Excerpted data -
..........

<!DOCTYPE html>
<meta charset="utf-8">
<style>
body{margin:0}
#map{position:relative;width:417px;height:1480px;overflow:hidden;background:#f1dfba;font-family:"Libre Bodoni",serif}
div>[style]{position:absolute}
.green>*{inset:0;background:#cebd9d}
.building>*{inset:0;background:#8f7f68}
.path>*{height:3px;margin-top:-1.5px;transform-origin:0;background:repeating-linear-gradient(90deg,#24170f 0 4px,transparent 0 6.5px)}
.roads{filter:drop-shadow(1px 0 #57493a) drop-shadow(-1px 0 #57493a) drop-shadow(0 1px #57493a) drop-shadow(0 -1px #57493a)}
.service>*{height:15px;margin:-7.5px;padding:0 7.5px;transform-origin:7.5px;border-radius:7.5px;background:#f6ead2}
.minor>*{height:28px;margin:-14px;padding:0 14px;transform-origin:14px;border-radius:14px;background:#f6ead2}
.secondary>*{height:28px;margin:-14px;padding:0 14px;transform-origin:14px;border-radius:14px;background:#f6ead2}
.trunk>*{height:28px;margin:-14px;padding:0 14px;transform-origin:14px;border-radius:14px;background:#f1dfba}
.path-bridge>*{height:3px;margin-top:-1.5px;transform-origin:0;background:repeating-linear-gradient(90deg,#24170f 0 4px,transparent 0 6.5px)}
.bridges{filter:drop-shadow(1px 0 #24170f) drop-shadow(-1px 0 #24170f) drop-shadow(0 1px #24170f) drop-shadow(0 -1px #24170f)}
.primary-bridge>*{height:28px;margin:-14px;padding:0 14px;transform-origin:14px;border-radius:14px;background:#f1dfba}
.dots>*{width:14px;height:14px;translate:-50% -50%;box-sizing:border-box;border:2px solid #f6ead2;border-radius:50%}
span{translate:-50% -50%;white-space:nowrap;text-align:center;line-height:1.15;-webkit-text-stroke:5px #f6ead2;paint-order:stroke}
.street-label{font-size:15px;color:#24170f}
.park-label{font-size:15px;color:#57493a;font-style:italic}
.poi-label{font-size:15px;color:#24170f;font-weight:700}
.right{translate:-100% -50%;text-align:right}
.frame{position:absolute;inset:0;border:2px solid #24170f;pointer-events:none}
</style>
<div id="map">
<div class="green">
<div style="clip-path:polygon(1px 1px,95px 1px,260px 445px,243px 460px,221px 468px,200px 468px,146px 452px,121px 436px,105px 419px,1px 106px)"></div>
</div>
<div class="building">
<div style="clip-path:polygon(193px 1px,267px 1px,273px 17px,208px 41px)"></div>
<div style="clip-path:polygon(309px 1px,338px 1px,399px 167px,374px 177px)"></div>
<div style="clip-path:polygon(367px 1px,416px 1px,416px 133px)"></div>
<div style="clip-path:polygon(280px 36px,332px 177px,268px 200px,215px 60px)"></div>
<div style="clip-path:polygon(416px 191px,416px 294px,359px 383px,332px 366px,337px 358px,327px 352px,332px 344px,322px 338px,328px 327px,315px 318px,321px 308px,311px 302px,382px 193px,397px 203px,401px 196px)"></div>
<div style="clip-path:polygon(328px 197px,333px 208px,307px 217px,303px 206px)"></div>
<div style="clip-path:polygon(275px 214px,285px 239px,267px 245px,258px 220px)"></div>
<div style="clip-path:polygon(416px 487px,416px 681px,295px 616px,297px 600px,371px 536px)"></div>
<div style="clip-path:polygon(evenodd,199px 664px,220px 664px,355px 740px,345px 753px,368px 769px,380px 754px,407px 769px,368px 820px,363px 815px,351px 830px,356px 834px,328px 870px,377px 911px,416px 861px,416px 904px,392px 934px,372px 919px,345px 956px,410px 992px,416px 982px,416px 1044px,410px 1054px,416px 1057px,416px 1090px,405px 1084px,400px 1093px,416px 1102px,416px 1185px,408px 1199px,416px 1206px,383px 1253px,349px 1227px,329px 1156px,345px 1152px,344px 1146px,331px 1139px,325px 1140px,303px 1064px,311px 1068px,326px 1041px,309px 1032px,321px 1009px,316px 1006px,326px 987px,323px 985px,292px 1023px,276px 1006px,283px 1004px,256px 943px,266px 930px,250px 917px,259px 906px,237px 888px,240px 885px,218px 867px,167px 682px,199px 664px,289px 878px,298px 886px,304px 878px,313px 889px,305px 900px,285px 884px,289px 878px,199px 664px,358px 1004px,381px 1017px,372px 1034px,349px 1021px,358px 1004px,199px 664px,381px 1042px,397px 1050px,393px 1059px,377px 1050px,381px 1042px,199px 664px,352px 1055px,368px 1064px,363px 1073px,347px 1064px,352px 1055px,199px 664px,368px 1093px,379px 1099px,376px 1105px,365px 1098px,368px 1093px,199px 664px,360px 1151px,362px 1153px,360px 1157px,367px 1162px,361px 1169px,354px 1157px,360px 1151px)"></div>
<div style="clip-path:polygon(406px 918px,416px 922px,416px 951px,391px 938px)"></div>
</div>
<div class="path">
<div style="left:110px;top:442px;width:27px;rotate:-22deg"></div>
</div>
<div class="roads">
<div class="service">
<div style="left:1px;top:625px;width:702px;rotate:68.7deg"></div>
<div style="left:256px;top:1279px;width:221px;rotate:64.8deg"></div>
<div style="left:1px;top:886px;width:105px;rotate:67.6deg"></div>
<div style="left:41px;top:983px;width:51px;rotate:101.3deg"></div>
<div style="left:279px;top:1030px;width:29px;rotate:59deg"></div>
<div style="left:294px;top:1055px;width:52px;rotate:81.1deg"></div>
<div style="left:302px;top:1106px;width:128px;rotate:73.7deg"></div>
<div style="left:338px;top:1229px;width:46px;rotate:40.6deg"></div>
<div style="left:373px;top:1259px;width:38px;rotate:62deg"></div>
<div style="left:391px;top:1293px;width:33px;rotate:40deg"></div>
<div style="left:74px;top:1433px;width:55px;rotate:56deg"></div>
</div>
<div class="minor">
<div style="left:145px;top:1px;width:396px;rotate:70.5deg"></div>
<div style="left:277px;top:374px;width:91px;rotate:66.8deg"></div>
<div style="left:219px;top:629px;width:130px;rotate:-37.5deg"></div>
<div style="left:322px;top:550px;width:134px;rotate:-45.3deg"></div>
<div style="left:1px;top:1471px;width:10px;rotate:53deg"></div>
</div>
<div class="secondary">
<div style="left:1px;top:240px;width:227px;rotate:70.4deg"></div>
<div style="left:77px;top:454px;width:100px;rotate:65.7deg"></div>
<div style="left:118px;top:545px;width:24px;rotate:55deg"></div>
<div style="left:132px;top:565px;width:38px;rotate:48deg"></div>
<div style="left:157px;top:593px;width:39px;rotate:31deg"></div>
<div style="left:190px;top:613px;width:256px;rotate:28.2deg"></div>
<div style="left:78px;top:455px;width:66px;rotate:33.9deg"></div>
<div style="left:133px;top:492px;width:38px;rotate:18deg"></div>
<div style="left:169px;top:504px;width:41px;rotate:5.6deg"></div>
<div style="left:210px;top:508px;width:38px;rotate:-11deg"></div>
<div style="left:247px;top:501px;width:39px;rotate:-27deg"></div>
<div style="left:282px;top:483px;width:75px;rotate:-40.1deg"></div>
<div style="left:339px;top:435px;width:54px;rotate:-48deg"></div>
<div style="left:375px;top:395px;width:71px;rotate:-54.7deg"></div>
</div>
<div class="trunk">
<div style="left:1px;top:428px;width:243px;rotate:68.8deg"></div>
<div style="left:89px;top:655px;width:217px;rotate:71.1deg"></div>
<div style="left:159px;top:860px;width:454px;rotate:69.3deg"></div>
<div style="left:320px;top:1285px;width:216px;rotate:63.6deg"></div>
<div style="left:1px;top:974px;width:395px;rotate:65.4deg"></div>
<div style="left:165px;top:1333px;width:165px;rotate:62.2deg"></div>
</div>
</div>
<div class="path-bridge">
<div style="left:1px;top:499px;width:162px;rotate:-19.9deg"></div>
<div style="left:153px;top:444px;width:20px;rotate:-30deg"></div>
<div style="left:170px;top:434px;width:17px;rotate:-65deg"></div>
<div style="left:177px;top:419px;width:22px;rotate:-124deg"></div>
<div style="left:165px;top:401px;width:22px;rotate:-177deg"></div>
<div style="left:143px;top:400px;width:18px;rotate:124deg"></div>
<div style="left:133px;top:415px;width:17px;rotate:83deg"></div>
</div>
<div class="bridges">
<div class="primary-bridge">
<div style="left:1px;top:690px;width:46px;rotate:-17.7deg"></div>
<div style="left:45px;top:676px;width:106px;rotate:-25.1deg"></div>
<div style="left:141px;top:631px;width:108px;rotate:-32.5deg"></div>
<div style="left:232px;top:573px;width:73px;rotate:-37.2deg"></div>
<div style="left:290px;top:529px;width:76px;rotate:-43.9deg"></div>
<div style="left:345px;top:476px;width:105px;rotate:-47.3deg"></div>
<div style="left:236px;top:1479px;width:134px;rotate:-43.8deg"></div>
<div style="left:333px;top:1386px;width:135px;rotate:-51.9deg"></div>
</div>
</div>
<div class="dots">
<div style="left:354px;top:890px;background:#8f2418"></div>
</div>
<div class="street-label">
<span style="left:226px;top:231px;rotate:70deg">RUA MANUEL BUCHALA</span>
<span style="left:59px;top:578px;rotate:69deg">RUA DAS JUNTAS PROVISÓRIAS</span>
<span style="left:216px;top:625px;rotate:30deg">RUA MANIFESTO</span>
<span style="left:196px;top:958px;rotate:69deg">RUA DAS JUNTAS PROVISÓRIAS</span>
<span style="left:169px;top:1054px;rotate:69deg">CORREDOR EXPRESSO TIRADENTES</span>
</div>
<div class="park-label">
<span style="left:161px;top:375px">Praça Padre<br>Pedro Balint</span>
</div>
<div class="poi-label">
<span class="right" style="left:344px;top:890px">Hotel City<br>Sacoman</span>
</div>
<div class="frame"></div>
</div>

..........

Required work -
Among the entries, find every line holding "service" and return it.

Problem solution -
.service>*{height:15px;margin:-7.5px;padding:0 7.5px;transform-origin:7.5px;border-radius:7.5px;background:#f6ead2}
<div class="service">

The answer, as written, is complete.